Question:
A parallel-plate capacitor consists of two plates with an area of 0.02 m² each, separated by a distance of 0.005 m. The plates are made of a material with a permittivity of vacuum of ε₀ = 8.85 × 10⁻¹² F/m. The capacitor is connected to a 12 V battery.
a) Calculate the capacitance of the capacitor. b) Determine the charge stored on each plate of the capacitor. c) Find the electric field magnitude between the plates. d) Determine the energy stored in the capacitor.
Answer:
a) The capacitance of a parallel-plate capacitor can be calculated using the formula:
C = (ε₀ * A) / d
Where C is the capacitance, ε₀ is the permittivity of vacuum, A is the area of each plate, and d is the separation between the plates.
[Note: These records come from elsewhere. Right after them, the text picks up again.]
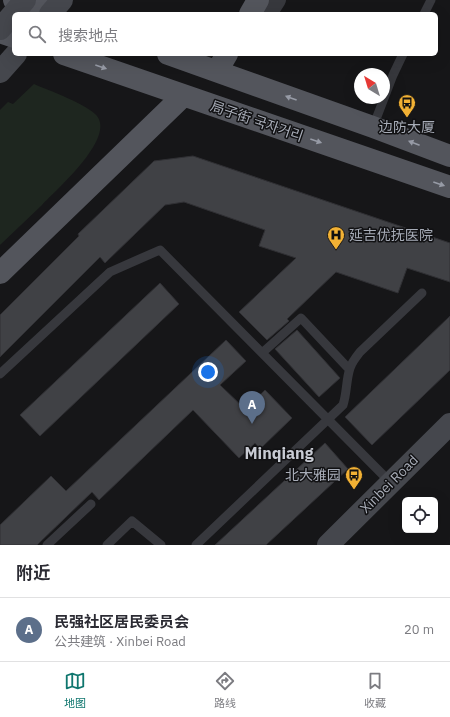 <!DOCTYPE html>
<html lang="zh">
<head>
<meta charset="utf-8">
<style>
	body { margin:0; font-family:"IBM Plex Sans","Noto Sans SC","Noto Sans KR",sans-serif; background:#f2f2f3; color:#2b2b33 }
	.controls { position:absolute; right:12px; bottom:12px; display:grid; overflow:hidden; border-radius:6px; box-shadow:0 4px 16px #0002 }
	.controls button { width:36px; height:36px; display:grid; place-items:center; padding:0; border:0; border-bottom:1px solid #e1e1e2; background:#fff; color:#2b2b33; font:20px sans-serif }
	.compass { position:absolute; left:354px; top:68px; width:36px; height:36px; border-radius:50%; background:#fff; box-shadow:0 4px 16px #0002; rotate:322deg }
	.you { position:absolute; left:208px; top:372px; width:14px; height:14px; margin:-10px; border:3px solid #fff; border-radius:50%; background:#1a73e8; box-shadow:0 0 0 6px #1a73e833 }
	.badge { display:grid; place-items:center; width:26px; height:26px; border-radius:50%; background:#0f766e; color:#fff; font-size:13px; font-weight:700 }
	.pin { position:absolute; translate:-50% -33px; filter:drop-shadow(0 1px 2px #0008) }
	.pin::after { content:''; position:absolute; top:21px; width:14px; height:12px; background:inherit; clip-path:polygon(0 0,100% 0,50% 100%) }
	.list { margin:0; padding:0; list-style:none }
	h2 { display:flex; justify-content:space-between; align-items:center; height:52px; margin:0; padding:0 16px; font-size:17px }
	h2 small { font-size:13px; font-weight:400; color:#7c7c81 }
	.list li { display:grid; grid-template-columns:26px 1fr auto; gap:12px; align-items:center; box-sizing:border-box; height:64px; padding:0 16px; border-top:1px solid #e1e1e2 }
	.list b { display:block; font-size:15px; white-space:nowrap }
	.list p { margin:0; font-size:13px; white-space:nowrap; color:#7c7c81 }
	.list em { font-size:13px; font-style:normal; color:#7c7c81 }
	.icon { flex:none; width:22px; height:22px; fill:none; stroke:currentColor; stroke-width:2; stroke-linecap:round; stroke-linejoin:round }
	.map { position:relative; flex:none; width:450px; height:545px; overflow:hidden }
	.search { position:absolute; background:#fff; box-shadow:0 4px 16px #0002; left:12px; right:12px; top:12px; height:44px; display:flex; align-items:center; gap:10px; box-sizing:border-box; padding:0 14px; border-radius:6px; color:#7c7c81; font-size:15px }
	.sheet { height:116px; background:#fff }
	nav { display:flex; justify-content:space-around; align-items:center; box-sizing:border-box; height:56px; border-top:1px solid #e1e1e2; background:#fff; font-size:11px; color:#7c7c81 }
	nav a { display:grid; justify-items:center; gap:2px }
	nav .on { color:#0f766e }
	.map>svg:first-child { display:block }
	.green { fill:#1e261f }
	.building { fill:#404145; stroke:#303034 }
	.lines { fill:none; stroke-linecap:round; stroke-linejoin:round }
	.lane { stroke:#37383d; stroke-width:9 }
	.street { stroke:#37383d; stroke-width:18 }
	.secondary { stroke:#45474d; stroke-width:22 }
	.primary { stroke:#53555c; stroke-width:22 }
	.secondary-bridge { stroke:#45474d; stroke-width:22 }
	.oneway { fill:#979ba6 }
	.labels { text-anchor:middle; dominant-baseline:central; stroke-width:3; stroke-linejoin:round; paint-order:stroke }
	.street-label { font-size:14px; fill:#a8adb8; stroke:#111113 }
	.poi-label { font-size:14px; fill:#a8adb8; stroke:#111113 }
	.quarter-label { font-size:16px; font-weight:bold; fill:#c9ccd4; stroke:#111113 }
</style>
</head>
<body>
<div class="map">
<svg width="450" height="545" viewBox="0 0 450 545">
	<rect width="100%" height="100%" fill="#161618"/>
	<path class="green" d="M34,84C50,91 87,104 97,116C115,139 56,190 42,205C28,218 14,232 0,245V110L8,102L13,104Z"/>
	<path class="building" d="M193,156L450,243V282L407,268L398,293L336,272L287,319L289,321L267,340L239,312L296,258L259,246L265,230L184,202L165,205L105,263L100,257L0,357V315L79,236L78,234L154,161Z
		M160,283L179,304L40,436L20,415Z
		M450,316V370L372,445L345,417Z
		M297,330L340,378L319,397L275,349Z
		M226,340L246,361L220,385L245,409L265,390L292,418L260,449L255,443L239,458L193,410L99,500L92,492L37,545H0V525L51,476L66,491Z
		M325,443L348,469L266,545H215Z"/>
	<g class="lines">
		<path class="lane" d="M424,14L431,0
			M373,127L393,75L403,54
			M262,353L301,318L349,369
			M0,374L110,272L160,250L391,483
			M47,545L91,504
			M107,545L132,521L161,545
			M196,545L343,405C347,393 346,380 350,368C352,362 356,357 360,352L422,293"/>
		<path class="street" d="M268,14L277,0"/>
		<path class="secondary" d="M0,72L16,54
			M328,545L450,424"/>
		<path class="primary" d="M14,0L54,14
			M250,14L258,0
			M0,32L14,37
			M64,54L450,187
			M168,54L373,127L450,156
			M217,71L227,54
			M0,273L183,96"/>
		<path class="secondary-bridge" d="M50,14L62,0
			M0,29L25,0"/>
	</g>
	<defs><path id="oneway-solid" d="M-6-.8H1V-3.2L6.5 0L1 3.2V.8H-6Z"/></defs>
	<g class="oneway">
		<use href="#oneway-solid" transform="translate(101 67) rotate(19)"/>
		<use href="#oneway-solid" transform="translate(291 98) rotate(-160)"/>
		<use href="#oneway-solid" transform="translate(316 141) rotate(19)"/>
		<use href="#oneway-solid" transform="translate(414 143) rotate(-159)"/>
		<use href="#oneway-solid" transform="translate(439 184) rotate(19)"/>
	</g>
	<defs>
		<g id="bus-pin" transform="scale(0.9)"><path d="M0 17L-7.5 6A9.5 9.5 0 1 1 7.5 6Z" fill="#f2b134" stroke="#111113"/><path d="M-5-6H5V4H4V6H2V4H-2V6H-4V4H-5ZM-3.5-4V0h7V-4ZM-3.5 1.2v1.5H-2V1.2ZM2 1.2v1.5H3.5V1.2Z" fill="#111"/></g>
		<g id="hospital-pin" transform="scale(0.9)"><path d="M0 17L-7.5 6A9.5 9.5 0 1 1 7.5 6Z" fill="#f2b134" stroke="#111113"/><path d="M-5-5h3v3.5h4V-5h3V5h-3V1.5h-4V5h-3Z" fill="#111"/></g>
	</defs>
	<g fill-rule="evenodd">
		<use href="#bus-pin" x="407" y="103"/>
		<use href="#hospital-pin" x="336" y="235"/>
		<use href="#bus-pin" x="354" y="475"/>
	</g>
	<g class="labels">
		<g class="street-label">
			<text transform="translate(257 121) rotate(19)">局子街 국자거리</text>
			<text transform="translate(389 484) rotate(-45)">Xinbei Road</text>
		</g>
		<g class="poi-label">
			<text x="407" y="127">边防大厦</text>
			<text x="349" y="235" text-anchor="start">延吉优抚医院</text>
			<text x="341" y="475" text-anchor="end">北大雅园</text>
		</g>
		<g class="quarter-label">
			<text x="279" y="453">Minqiang</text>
		</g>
	</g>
</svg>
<div class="controls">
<button><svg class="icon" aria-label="locate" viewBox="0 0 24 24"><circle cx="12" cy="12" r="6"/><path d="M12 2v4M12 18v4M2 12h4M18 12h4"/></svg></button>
</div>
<svg class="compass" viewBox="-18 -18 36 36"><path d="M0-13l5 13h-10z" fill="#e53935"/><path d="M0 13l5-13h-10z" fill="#7c7c81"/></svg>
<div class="you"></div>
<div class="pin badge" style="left:252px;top:424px;background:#5c6f8a">A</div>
<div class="search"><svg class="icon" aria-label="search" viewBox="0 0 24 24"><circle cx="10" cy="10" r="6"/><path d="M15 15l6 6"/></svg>搜索地点</div>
</div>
<section class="sheet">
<h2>附近<small></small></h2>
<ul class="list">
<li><span class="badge" style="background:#5c6f8a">A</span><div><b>民强社区居民委员会</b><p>公共建筑 · Xinbei Road</p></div><em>20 m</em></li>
</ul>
</section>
<nav>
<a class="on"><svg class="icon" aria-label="map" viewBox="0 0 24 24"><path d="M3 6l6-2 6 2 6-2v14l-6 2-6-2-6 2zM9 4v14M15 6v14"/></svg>地图</a>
<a><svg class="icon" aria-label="directions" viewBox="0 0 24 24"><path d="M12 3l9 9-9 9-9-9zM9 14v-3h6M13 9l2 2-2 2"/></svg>路线</a>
<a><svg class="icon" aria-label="saved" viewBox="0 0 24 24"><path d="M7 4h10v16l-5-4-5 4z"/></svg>收藏</a>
</nav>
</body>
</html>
Given: A = 0.02 m² d = 0.005 m ε₀ = 8.85 × 10⁻¹² F/m
Substituting the given values into the formula, we can calculate the capacitance:
C = (8.85 × 10⁻¹² F/m * 0.02 m²) / 0.005 m C = 35.4 × 10⁻¹² F
Therefore, the capacitance of the capacitor is 35.4 picofarads (pF).
b) The charge stored on each plate of the capacitor can be determined using the formula:
Q = C * V
Where Q is the charge, C is the capacitance, and V is the voltage across the capacitor.
Given: C = 35.4 × 10⁻¹² F V = 12 V
Substituting the given values into the formula, we can calculate the charge on each plate:
Q = (35.4 × 10⁻¹² F) * 12 V Q = 424.8 × 10⁻¹² C
Therefore, the charge stored on each plate of the capacitor is 424.8 picocoulombs (pC).
c) The electric field magnitude between the plates of a parallel-plate capacitor can be calculated using the formula:
E = V / d
Where E is the electric field magnitude, V is the voltage across the capacitor, and d is the separation between the plates.
Given: V = 12 V d = 0.005 m
Substituting the given values into the formula, we can calculate the electric field magnitude:
E = 12 V / 0.005 m E = 2400 V/m
Therefore, the electric field magnitude between the plates of the capacitor is 2400 volts per meter (V/m).
d) The energy stored in a capacitor can be determined using the formula:
U = (1/2) * C * V²
Where U is the energy, C is the capacitance, and V is the voltage across the capacitor.
Given: C = 35.4 × 10⁻¹² F V = 12 V
Substituting the given values into the formula, we can calculate the energy stored in the capacitor:
U = (1/2) * (35.4 × 10⁻¹² F) * (12 V)² U = 3.211 × 10⁻¹⁰ J
Therefore, the energy stored in the capacitor is 3.211 × 10⁻¹⁰ joules (J).